- **Source material**
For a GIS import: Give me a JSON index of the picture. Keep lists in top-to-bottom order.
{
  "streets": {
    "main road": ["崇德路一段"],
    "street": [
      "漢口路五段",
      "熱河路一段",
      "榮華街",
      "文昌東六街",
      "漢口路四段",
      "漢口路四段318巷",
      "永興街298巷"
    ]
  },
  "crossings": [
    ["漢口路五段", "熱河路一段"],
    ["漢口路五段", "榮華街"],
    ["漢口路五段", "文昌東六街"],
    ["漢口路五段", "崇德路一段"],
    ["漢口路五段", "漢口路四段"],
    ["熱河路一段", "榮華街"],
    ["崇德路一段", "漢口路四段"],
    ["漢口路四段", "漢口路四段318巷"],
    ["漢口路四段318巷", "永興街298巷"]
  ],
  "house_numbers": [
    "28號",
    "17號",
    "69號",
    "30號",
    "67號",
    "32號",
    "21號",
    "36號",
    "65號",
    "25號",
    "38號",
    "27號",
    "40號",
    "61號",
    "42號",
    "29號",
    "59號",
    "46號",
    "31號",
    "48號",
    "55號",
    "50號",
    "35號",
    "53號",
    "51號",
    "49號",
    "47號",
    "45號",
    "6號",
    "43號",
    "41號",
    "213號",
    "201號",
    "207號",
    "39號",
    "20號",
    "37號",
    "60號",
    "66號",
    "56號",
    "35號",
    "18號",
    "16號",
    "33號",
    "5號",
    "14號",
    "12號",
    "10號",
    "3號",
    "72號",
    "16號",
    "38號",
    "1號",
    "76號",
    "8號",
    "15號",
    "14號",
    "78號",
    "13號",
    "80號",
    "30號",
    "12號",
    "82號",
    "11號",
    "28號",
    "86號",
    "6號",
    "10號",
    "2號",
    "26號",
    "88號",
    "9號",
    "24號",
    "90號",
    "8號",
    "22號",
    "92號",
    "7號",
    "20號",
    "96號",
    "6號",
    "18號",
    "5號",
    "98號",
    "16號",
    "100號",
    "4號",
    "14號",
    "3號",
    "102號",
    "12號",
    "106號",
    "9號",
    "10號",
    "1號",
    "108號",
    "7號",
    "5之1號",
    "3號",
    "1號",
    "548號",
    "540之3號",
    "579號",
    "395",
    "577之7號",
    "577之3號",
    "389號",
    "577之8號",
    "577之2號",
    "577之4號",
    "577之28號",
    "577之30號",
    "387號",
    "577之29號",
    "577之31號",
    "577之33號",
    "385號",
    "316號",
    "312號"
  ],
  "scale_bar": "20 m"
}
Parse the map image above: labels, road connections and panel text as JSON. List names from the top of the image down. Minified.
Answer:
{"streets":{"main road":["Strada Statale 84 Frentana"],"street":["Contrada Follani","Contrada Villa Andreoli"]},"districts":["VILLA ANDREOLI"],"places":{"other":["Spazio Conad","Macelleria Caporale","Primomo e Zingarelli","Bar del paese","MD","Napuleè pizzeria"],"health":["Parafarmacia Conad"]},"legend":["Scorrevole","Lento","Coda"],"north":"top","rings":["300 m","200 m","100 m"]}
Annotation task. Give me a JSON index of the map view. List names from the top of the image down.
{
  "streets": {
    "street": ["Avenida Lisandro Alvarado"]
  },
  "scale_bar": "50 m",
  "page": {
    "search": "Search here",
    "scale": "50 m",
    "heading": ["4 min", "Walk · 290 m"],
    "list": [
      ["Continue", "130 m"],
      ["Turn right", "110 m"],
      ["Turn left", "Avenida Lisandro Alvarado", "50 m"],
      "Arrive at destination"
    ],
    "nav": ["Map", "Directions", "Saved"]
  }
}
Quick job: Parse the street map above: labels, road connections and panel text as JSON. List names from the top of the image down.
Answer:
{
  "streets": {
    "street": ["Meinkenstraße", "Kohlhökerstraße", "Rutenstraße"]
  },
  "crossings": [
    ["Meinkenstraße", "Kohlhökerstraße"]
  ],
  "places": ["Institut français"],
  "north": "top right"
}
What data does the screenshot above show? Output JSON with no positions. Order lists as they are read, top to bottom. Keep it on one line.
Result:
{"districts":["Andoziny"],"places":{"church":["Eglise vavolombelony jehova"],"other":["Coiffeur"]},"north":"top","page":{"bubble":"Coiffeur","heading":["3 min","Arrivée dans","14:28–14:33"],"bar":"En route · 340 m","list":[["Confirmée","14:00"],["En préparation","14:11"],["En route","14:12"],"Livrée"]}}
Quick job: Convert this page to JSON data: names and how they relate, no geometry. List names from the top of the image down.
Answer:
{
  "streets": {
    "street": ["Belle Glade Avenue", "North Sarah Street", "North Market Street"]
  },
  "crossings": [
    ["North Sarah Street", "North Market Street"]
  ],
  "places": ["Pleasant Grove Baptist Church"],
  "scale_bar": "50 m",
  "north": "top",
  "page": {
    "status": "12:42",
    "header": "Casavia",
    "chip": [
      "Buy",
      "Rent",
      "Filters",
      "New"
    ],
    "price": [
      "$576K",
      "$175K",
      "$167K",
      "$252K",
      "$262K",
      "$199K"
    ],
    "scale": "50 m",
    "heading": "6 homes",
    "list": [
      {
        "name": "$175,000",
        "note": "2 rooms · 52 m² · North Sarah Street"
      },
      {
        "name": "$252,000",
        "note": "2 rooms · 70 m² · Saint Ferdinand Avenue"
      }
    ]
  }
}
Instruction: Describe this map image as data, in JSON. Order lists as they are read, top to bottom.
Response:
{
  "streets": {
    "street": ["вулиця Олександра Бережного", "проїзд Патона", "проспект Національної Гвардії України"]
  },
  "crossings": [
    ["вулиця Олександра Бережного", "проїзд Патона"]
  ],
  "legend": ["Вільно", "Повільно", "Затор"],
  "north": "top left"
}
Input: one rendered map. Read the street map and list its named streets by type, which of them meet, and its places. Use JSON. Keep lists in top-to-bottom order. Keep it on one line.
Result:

- **Task directions**
Copy the entries word for word.

- **Your response**
For a GIS import: Give me a JSON index of the picture. Keep lists in top-to-bottom order.
{
  "streets": {
    "main road": ["崇德路一段"],
    "street": [
      "漢口路五段",
      "熱河路一段",
      "榮華街",
      "文昌東六街",
      "漢口路四段",
      "漢口路四段318巷",
      "永興街298巷"
    ]
  },
  "crossings": [
    ["漢口路五段", "熱河路一段"],
    ["漢口路五段", "榮華街"],
    ["漢口路五段", "文昌東六街"],
    ["漢口路五段", "崇德路一段"],
    ["漢口路五段", "漢口路四段"],
    ["熱河路一段", "榮華街"],
    ["崇德路一段", "漢口路四段"],
    ["漢口路四段", "漢口路四段318巷"],
    ["漢口路四段318巷", "永興街298巷"]
  ],
  "house_numbers": [
    "28號",
    "17號",
    "69號",
    "30號",
    "67號",
    "32號",
    "21號",
    "36號",
    "65號",
    "25號",
    "38號",
    "27號",
    "40號",
    "61號",
    "42號",
    "29號",
    "59號",
    "46號",
    "31號",
    "48號",
    "55號",
    "50號",
    "35號",
    "53號",
    "51號",
    "49號",
    "47號",
    "45號",
    "6號",
    "43號",
    "41號",
    "213號",
    "201號",
    "207號",
    "39號",
    "20號",
    "37號",
    "60號",
    "66號",
    "56號",
    "35號",
    "18號",
    "16號",
    "33號",
    "5號",
    "14號",
    "12號",
    "10號",
    "3號",
    "72號",
    "16號",
    "38號",
    "1號",
    "76號",
    "8號",
    "15號",
    "14號",
    "78號",
    "13號",
    "80號",
    "30號",
    "12號",
    "82號",
    "11號",
    "28號",
    "86號",
    "6號",
    "10號",
    "2號",
    "26號",
    "88號",
    "9號",
    "24號",
    "90號",
    "8號",
    "22號",
    "92號",
    "7號",
    "20號",
    "96號",
    "6號",
    "18號",
    "5號",
    "98號",
    "16號",
    "100號",
    "4號",
    "14號",
    "3號",
    "102號",
    "12號",
    "106號",
    "9號",
    "10號",
    "1號",
    "108號",
    "7號",
    "5之1號",
    "3號",
    "1號",
    "548號",
    "540之3號",
    "579號",
    "395",
    "577之7號",
    "577之3號",
    "389號",
    "577之8號",
    "577之2號",
    "577之4號",
    "577之28號",
    "577之30號",
    "387號",
    "577之29號",
    "577之31號",
    "577之33號",
    "385號",
    "316號",
    "312號"
  ],
  "scale_bar": "20 m"
}
Parse the map image above: labels, road connections and panel text as JSON. List names from the top of the image down. Minified.
Answer:
{"streets":{"main road":["Strada Statale 84 Frentana"],"street":["Contrada Follani","Contrada Villa Andreoli"]},"districts":["VILLA ANDREOLI"],"places":{"other":["Spazio Conad","Macelleria Caporale","Primomo e Zingarelli","Bar del paese","MD","Napuleè pizzeria"],"health":["Parafarmacia Conad"]},"legend":["Scorrevole","Lento","Coda"],"north":"top","rings":["300 m","200 m","100 m"]}
Annotation task. Give me a JSON index of the map view. List names from the top of the image down.
{
  "streets": {
    "street": ["Avenida Lisandro Alvarado"]
  },
  "scale_bar": "50 m",
  "page": {
    "search": "Search here",
    "scale": "50 m",
    "heading": ["4 min", "Walk · 290 m"],
    "list": [
      ["Continue", "130 m"],
      ["Turn right", "110 m"],
      ["Turn left", "Avenida Lisandro Alvarado", "50 m"],
      "Arrive at destination"
    ],
    "nav": ["Map", "Directions", "Saved"]
  }
}
Quick job: Parse the street map above: labels, road connections and panel text as JSON. List names from the top of the image down.
Answer:
{
  "streets": {
    "street": ["Meinkenstraße", "Kohlhökerstraße", "Rutenstraße"]
  },
  "crossings": [
    ["Meinkenstraße", "Kohlhökerstraße"]
  ],
  "places": ["Institut français"],
  "north": "top right"
}
What data does the screenshot above show? Output JSON with no positions. Order lists as they are read, top to bottom. Keep it on one line.
Result:
{"districts":["Andoziny"],"places":{"church":["Eglise vavolombelony jehova"],"other":["Coiffeur"]},"north":"top","page":{"bubble":"Coiffeur","heading":["3 min","Arrivée dans","14:28–14:33"],"bar":"En route · 340 m","list":[["Confirmée","14:00"],["En préparation","14:11"],["En route","14:12"],"Livrée"]}}
Quick job: Convert this page to JSON data: names and how they relate, no geometry. List names from the top of the image down.
Answer:
{
  "streets": {
    "street": ["Belle Glade Avenue", "North Sarah Street", "North Market Street"]
  },
  "crossings": [
    ["North Sarah Street", "North Market Street"]
  ],
  "places": ["Pleasant Grove Baptist Church"],
  "scale_bar": "50 m",
  "north": "top",
  "page": {
    "status": "12:42",
    "header": "Casavia",
    "chip": [
      "Buy",
      "Rent",
      "Filters",
      "New"
    ],
    "price": [
      "$576K",
      "$175K",
      "$167K",
      "$252K",
      "$262K",
      "$199K"
    ],
    "scale": "50 m",
    "heading": "6 homes",
    "list": [
      {
        "name": "$175,000",
        "note": "2 rooms · 52 m² · North Sarah Street"
      },
      {
        "name": "$252,000",
        "note": "2 rooms · 70 m² · Saint Ferdinand Avenue"
      }
    ]
  }
}
Instruction: Describe this map image as data, in JSON. Order lists as they are read, top to bottom.
Response:
{
  "streets": {
    "street": ["вулиця Олександра Бережного", "проїзд Патона", "проспект Національної Гвардії України"]
  },
  "crossings": [
    ["вулиця Олександра Бережного", "проїзд Патона"]
  ],
  "legend": ["Вільно", "Повільно", "Затор"],
  "north": "top left"
}
Input: one rendered map. Read the street map and list its named streets by type, which of them meet, and its places. Use JSON. Keep lists in top-to-bottom order. Keep it on one line.
Result:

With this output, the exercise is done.